Filip Makraduli, representing Superlinked, took the stage to discuss a critical gap in the AI ecosystem: the lack of robust infrastructure for small model inference. He highlighted that while many teams focus on building powerful models, the systems to deploy and run them efficiently are often an afterthought. This oversight, Makraduli explained, leads to wasted resources and suboptimal performance, especially for AI agents and complex workflows.
Bridging the Infrastructure Gap
Makraduli began by framing the problem: the AI community's tendency to overlook the practicalities of inference, particularly for smaller models. He noted that his own previous work focused heavily on model training and evaluation, but he soon realized the crucial importance of the underlying infrastructure. This realization led him to join Superlinked, a company focused on building this essential layer for AI search and document processing.
The 'Yin' and 'Yang' of Inference
He introduced a helpful analogy of the 'yin' and 'yang' of model inference. The 'yin' represents the models themselves – their performance, accuracy, and the advancements in areas like open-source model development. The 'yang,' conversely, is the infrastructure required to make these models work effectively in production, encompassing aspects like routing, autoscaling, monitoring, and deployment.
Makraduli presented data showing the rapid growth of open-source models, highlighting that this ecosystem is not slowing down. However, he emphasized that the performance of these models is heavily reliant on the quality of the inference infrastructure. He pointed to a graph illustrating how model performance can degrade significantly with increased context length, a phenomenon known as 'context rot.' This underscores the need for sophisticated infrastructure to manage context effectively.
From Theory to Production: Superlinked's Solution
Superlinked's approach to this problem is to build a comprehensive inference engine that supports a wide array of models and architectures. Makraduli showcased a diagram illustrating their production cluster, which is designed for efficiency and scalability. This cluster features multiple pools of GPUs (L4, A100, H100) to accommodate different model requirements. Key components include:
- Routers: For per-model and LoRA affinity, pool routing, and managing high concurrency.
- Model Pools: Dedicated groups of GPUs for specific models like Stella, Glider, bge-m3, reranker, Qwen1.5-4B, and Erlit.
- LRU Eviction: A mechanism to swap out models from memory based on their least recently used status, optimizing GPU utilization.
- Monitoring: Integration with Prometheus for performance tracking.
- Scalability: KEDA for scale-to-zero capabilities, ensuring cost-efficiency when models are not in use.

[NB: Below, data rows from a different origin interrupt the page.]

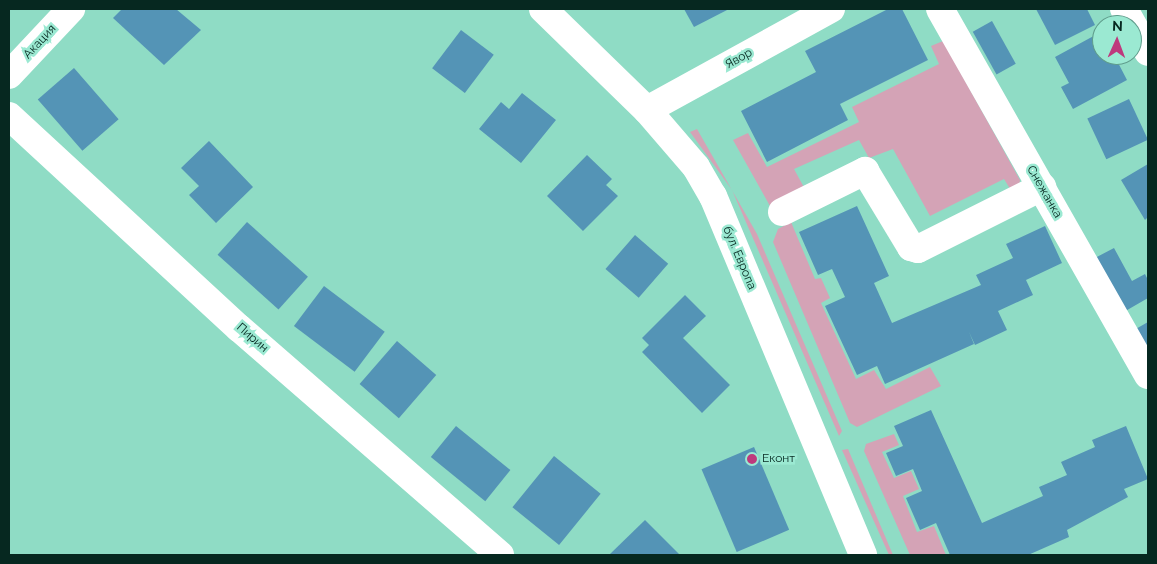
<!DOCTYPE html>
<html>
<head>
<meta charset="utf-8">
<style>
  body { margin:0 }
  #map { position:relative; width:1157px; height:564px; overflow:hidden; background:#8fdcc5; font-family:Raleway,sans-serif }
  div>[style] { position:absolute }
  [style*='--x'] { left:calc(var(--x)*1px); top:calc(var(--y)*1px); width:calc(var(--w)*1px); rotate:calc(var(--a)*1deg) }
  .green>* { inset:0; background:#d4a3b6 }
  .building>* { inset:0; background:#5494b6; transform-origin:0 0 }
  .minor>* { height:28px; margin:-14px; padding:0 14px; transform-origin:14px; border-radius:14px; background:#fff }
  .dots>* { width:14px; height:14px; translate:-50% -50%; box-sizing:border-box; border:2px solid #9be9d2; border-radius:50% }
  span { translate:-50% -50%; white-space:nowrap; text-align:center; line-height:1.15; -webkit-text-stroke:5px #9be9d2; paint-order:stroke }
  .street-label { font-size:12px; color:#062820 }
  .poi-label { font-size:12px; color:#062820 }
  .left { translate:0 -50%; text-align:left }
  .frame { position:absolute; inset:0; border:10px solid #062820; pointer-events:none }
  .north { position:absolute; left:1092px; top:15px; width:50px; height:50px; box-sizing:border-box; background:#9be9d2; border:1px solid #5f9c8b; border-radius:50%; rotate:2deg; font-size:14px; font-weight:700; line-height:20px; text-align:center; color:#062820 }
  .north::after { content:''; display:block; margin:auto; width:18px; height:22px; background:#be397d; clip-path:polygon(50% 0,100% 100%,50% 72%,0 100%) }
</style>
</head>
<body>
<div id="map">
  <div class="green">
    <i style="clip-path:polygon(943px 41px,1020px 180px,1019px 188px,1012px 192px,1004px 179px,930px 216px,893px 149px,869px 158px,859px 140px,794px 169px,806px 191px,770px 206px,733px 140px,748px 133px,767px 167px,859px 122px,852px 107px,939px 64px,931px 46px)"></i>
    <i style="clip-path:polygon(697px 129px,757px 234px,842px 431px,839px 436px,732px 190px,690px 132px)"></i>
    <i style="clip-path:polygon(791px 222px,815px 279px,821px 278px,830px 298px,821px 303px,856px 379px,874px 370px,886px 389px,930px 367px,941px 386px,857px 427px,850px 423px,773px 242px,778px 229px)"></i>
    <i style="clip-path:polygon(894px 434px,899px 445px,882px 452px,894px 478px,911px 471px,919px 489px,903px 496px,917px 532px,934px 526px,946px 555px,910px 555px,864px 451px,866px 444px)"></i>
    <i style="clip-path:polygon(848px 449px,893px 555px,889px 555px,842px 450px)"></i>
  </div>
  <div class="building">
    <i style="clip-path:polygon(122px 9px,176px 9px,201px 30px,164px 65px,113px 18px)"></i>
    <i style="clip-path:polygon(684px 9px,729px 9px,694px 27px)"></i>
    <i style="clip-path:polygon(888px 9px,902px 9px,928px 60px,840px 104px,848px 120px,767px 162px,741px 111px,816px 72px,805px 51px)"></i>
    <i style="clip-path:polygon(1036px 9px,1087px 9px,1095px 25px,1055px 45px)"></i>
    <i style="left:992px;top:21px;width:49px;height:22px;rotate:61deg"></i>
    <i style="left:461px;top:30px;width:41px;height:48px;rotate:37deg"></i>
    <i style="clip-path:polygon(1101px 32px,1102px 55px,1114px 55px,1127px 80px,1073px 109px,1061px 87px,1069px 83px,1055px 57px)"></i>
    <i style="left:74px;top:68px;width:68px;height:48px;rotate:49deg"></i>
    <i style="clip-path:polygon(522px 93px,556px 120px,521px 163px,479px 129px,501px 102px,509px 109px)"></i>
    <i style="left:1129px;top:99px;width:45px;height:46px;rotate:65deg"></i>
    <i style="clip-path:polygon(209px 141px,253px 187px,216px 223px,189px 195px,199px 186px,181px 168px)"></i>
    <i style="clip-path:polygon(587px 155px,612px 179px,606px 185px,618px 196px,583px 231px,547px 196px)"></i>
    <i style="clip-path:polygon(1148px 164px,1148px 217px,1145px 220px,1121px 180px)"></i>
    <i style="clip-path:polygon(857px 206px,889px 276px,874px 283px,892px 323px,981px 285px,976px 275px,1013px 258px,1006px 244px,1045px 226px,1062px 263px,1026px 280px,1033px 295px,998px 311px,1007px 330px,975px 345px,969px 332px,974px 344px,885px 384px,877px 366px,857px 375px,825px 306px,845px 297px,832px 269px,818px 275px,799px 232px)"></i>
    <i style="left:247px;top:222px;width:82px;height:44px;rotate:42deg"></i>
    <i style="left:635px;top:235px;width:44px;height:45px;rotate:41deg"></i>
    <i style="clip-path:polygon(1114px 248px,1132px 281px,1145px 274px,1148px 280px,1148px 298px,1122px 313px,1093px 259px)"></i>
    <i style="left:324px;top:286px;width:76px;height:50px;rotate:37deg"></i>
    <i style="clip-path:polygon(685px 295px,706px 316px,683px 338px,730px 385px,702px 413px,642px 352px,649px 345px,642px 338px)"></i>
    <i style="clip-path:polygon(1148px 322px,1148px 356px,1134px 330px)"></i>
    <i style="left:397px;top:341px;width:52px;height:57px;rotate:41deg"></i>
    <i style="clip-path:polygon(931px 410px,982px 523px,1043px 496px,1039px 487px,1067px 475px,1061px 462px,1095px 447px,1092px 440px,1126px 426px,1148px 479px,1124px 489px,1128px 497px,1067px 530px,1069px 537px,1028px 555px,950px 555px,936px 523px,920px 530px,906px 498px,922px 491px,913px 469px,896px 476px,886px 453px,903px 446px,894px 426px)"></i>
    <i style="left:456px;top:426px;width:70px;height:40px;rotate:39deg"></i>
    <i style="left:754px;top:447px;width:90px;height:57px;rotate:67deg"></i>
    <i style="left:554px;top:456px;width:60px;height:66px;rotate:39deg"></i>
    <i style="clip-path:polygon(645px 520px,680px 555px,609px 555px)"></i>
  </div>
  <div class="minor">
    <i style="--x:543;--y:9;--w:145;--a:44.2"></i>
    <i style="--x:647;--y:110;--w:75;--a:49.3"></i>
    <i style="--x:696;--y:167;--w:34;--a:60"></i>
    <i style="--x:713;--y:196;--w:389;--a:67.3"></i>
    <i style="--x:940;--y:9;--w:421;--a:60.4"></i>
    <i style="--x:1124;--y:9;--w:49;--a:60.8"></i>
    <i style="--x:9;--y:75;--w:91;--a:-46.8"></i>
    <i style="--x:647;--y:110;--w:210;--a:-28.8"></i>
    <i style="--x:9;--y:116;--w:313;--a:42.7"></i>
    <i style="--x:239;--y:328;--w:346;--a:41"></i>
    <i style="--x:782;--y:212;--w:93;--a:-26.3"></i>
    <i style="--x:865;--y:171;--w:89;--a:58.8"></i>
    <i style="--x:911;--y:247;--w:7;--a:16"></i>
    <i style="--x:918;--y:249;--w:139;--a:-26.6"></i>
  </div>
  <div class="dots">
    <i style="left:752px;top:459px;background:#be397d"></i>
  </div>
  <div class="street-label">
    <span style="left:40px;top:42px;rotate:-47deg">Акация</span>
    <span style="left:739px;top:59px;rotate:-29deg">Явор</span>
    <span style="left:1044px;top:192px;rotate:60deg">Снежанка</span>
    <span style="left:739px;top:258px;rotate:67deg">бул. Европа</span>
    <span style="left:252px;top:338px;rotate:41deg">Пирин</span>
  </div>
  <div class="poi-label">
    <span class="left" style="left:762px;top:459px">Еконт</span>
  </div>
  <div class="frame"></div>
  <div class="north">N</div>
</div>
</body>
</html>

- Deployment: The entire infrastructure is managed through tools like Terraform and Helm, allowing for streamlined deployment on cloud platforms like AWS and GCP.
Makraduli highlighted that Superlinked has open-sourced both the model inference layer and the production cluster, providing valuable tools for the community. He stressed that this approach allows developers to easily integrate various models and adapt their inference strategies without needing to rebuild infrastructure from scratch.
The Importance of Adaptability
He also touched upon the diversity of model architectures, noting that each has unique requirements for optimization. For instance, models like BERT, Qwen2, and CoLBERT have different normalization, attention mechanisms, and output structures. Superlinked's solution aims to provide a universal engine that can adapt to these differences, rather than requiring separate, specialized inference backends for each model. This adaptability is key to supporting the rapid evolution of LLMs and ensuring that developers can efficiently leverage the best models for their specific tasks.
Ultimately, Makraduli's message was clear: building effective AI agents and workflows requires a strong foundation in inference infrastructure. By focusing on efficiency, scalability, and adaptability, Superlinked is contributing to the advancement of the AI field, making it easier for developers to harness the power of smaller, more specialized models.